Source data
┌──

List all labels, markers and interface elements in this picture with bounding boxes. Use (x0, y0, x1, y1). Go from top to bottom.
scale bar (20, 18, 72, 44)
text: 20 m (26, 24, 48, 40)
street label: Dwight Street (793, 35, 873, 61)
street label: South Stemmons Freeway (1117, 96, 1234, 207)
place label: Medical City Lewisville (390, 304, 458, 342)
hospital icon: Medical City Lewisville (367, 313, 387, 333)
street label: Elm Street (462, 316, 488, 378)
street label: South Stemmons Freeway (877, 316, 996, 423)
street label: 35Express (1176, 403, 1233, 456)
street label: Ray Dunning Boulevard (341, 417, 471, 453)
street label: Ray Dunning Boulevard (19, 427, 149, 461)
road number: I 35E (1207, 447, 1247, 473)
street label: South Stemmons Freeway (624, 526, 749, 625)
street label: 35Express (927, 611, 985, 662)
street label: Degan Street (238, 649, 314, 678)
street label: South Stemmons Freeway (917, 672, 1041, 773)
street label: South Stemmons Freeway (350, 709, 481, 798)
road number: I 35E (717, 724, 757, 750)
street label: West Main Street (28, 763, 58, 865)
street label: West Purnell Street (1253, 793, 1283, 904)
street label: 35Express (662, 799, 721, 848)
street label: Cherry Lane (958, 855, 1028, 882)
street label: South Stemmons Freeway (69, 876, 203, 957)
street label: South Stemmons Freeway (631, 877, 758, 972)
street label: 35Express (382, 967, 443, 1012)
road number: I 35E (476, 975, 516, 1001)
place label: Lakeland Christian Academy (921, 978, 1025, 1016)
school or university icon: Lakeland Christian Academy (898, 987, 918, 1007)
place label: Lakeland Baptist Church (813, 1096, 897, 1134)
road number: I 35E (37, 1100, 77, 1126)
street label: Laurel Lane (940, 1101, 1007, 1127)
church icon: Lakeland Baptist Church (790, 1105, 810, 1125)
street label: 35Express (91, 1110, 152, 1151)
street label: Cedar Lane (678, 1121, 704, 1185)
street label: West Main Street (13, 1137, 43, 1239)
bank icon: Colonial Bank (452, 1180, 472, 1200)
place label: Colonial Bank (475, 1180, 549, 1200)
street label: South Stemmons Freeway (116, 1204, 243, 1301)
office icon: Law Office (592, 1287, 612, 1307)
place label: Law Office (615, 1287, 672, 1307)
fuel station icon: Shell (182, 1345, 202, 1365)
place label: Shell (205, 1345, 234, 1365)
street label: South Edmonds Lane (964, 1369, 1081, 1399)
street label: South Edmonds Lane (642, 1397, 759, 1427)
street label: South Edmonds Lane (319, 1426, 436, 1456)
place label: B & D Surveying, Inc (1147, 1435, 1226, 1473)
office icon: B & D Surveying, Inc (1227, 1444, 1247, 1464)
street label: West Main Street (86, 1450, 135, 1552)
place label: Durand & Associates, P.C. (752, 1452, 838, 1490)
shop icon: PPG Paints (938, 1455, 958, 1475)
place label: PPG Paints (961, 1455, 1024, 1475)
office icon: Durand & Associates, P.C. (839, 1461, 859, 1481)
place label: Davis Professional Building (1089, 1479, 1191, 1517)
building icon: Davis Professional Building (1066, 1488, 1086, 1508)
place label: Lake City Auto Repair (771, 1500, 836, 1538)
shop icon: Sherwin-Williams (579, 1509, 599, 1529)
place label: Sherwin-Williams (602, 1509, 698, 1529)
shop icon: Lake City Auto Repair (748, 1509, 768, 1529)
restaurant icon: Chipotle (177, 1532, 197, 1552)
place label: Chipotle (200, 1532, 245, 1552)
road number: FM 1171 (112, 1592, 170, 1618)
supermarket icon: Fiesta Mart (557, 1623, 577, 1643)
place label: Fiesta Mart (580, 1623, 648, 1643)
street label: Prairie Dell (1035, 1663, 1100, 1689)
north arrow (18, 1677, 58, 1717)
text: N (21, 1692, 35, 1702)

└──

To do
Each of the records above is to be reproduced word for word.

Expected answer
List all labels, markers and interface elements in this picture with bounding boxes. Use (x0, y0, x1, y1). Go from top to bottom.
scale bar (20, 18, 72, 44)
text: 20 m (26, 24, 48, 40)
street label: Dwight Street (793, 35, 873, 61)
street label: South Stemmons Freeway (1117, 96, 1234, 207)
place label: Medical City Lewisville (390, 304, 458, 342)
hospital icon: Medical City Lewisville (367, 313, 387, 333)
street label: Elm Street (462, 316, 488, 378)
street label: South Stemmons Freeway (877, 316, 996, 423)
street label: 35Express (1176, 403, 1233, 456)
street label: Ray Dunning Boulevard (341, 417, 471, 453)
street label: Ray Dunning Boulevard (19, 427, 149, 461)
road number: I 35E (1207, 447, 1247, 473)
street label: South Stemmons Freeway (624, 526, 749, 625)
street label: 35Express (927, 611, 985, 662)
street label: Degan Street (238, 649, 314, 678)
street label: South Stemmons Freeway (917, 672, 1041, 773)
street label: South Stemmons Freeway (350, 709, 481, 798)
road number: I 35E (717, 724, 757, 750)
street label: West Main Street (28, 763, 58, 865)
street label: West Purnell Street (1253, 793, 1283, 904)
street label: 35Express (662, 799, 721, 848)
street label: Cherry Lane (958, 855, 1028, 882)
street label: South Stemmons Freeway (69, 876, 203, 957)
street label: South Stemmons Freeway (631, 877, 758, 972)
street label: 35Express (382, 967, 443, 1012)
road number: I 35E (476, 975, 516, 1001)
place label: Lakeland Christian Academy (921, 978, 1025, 1016)
school or university icon: Lakeland Christian Academy (898, 987, 918, 1007)
place label: Lakeland Baptist Church (813, 1096, 897, 1134)
road number: I 35E (37, 1100, 77, 1126)
street label: Laurel Lane (940, 1101, 1007, 1127)
church icon: Lakeland Baptist Church (790, 1105, 810, 1125)
street label: 35Express (91, 1110, 152, 1151)
street label: Cedar Lane (678, 1121, 704, 1185)
street label: West Main Street (13, 1137, 43, 1239)
bank icon: Colonial Bank (452, 1180, 472, 1200)
place label: Colonial Bank (475, 1180, 549, 1200)
street label: South Stemmons Freeway (116, 1204, 243, 1301)
office icon: Law Office (592, 1287, 612, 1307)
place label: Law Office (615, 1287, 672, 1307)
fuel station icon: Shell (182, 1345, 202, 1365)
place label: Shell (205, 1345, 234, 1365)
street label: South Edmonds Lane (964, 1369, 1081, 1399)
street label: South Edmonds Lane (642, 1397, 759, 1427)
street label: South Edmonds Lane (319, 1426, 436, 1456)
place label: B & D Surveying, Inc (1147, 1435, 1226, 1473)
office icon: B & D Surveying, Inc (1227, 1444, 1247, 1464)
street label: West Main Street (86, 1450, 135, 1552)
place label: Durand & Associates, P.C. (752, 1452, 838, 1490)
shop icon: PPG Paints (938, 1455, 958, 1475)
place label: PPG Paints (961, 1455, 1024, 1475)
office icon: Durand & Associates, P.C. (839, 1461, 859, 1481)
place label: Davis Professional Building (1089, 1479, 1191, 1517)
building icon: Davis Professional Building (1066, 1488, 1086, 1508)
place label: Lake City Auto Repair (771, 1500, 836, 1538)
shop icon: Sherwin-Williams (579, 1509, 599, 1529)
place label: Sherwin-Williams (602, 1509, 698, 1529)
shop icon: Lake City Auto Repair (748, 1509, 768, 1529)
restaurant icon: Chipotle (177, 1532, 197, 1552)
place label: Chipotle (200, 1532, 245, 1552)
road number: FM 1171 (112, 1592, 170, 1618)
supermarket icon: Fiesta Mart (557, 1623, 577, 1643)
place label: Fiesta Mart (580, 1623, 648, 1643)
street label: Prairie Dell (1035, 1663, 1100, 1689)
north arrow (18, 1677, 58, 1717)
text: N (21, 1692, 35, 1702)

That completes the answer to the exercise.